THE FURTHER LIBERALISATION OF COMMUNITY
POSTAL SERVICES
PART 3: THE OPINION OF THE COMMITTEE.
73. In 1996 when the Committee last looked at the
issue of Community Postal Services, it was powerfully impressed
by the performance of The Post Office and recommended that The
Post Office serve as model for other Member States. Furthermore,
the Committee was unimpressed by the then recent decision of the
Swedish Government to liberalise the Swedish Post Office completely.
74. Five years on, the Committee would be hard put
to sustain the admiration it once held for The Post Office. Services
have deteriorated (QQ 66, 125, 150, 230, 259, 260, 339 and 361),
though contrary to common assumptions, possibly more in urban
areas than in rural areas. The Post Office admits that it has
not considered the interests of its customers as it should have
(Q 69). Criticism in the national press focuses on the preservation
of practices under the monopoly which would not be possible in
the market place."[4]
"The Post Office is said to be the best known brand in
the United Kingdom after Coca-Cola. It is also the country's biggest
retail chain. But it is also an organisation that loses a million
items of its customer's business per week; delivers a service
at midday when most recipients have gone to work; does
not take credit cards; offers bureaux de change without computer
access to exchange rates; and one that many people only visit
because they have to."[5]
75. The Swedish experiment with liberalisation may
still be viewed askance by national post offices which have yet
to liberalise, and indeed there are features about it which might
not accord with the sort of freedoms which we would associate
with liberalisation. Nevertheless, according to the Swedish Regulator,
it has proved to be successful in that it provides a top quality
service and has maintained the universal service obligation. But
it does so at a cost. Its tariff is higher than the European average,
though the Swedes argue that much of this was the result of the
imposition of VAT on services which had hitherto been excluded
by virtue of the monopoly, and a one-off increase provided by
a loophole in the legislation (now closed!). The Bureau Européen
des Unions de Consommateurs (BEUC) quotes reports from the Swedish
consumer organisation which contradict this. Sveriges Konsumentrad
records increased uncertainty about the time for mail to arrive.[6]

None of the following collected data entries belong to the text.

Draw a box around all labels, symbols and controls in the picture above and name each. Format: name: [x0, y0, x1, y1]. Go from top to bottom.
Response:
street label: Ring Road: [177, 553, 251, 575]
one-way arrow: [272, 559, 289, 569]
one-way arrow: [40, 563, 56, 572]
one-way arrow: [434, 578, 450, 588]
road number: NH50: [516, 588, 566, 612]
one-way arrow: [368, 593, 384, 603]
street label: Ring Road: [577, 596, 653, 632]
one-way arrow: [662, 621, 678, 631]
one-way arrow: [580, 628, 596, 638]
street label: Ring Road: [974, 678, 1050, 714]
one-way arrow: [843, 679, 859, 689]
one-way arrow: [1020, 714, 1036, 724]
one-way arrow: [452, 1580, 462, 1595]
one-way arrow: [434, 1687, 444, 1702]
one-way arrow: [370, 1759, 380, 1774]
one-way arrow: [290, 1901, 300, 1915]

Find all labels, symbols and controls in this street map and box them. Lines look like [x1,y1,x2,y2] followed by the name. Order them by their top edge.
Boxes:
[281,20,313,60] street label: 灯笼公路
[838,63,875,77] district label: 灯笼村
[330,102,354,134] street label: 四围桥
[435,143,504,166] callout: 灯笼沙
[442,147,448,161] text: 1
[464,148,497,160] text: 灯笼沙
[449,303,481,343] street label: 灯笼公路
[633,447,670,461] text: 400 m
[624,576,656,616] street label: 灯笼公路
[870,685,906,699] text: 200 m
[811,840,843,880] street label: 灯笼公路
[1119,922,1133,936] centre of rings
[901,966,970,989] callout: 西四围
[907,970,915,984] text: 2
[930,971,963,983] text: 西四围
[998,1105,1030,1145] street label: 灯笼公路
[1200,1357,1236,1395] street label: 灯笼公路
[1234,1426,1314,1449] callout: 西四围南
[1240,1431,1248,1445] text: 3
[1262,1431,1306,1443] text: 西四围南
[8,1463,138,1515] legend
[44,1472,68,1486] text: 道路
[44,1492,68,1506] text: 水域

76. What is more the Swedish example has been followed
by Finland, though with different national features, and the Netherlands
has privatised its postal services and part liberalised them.
The most recent member of the liberalising tendency has been Deutsche
Post which has bought a number of companies to create a postal
services group which covers all aspects of mail, express, logistics
and finance. The German government has unilaterally reduced the
weight/price limit for Deutsche Post from 350 grams to 200 grams
for letter mail and from 350 grams to 50 grams for direct mail
pending the acceptance of the current EC proposals. Deutsche Post
has gone to the money markets and offered 25 per cent of its shareholding
to the public, raising 6.6 billion euros (£4.6million) in
new capital, as part of the process of turning itself into a large
global logistics company. This activity is likely to put Deutsche
Post in a strong position as the postal market liberalises.[7]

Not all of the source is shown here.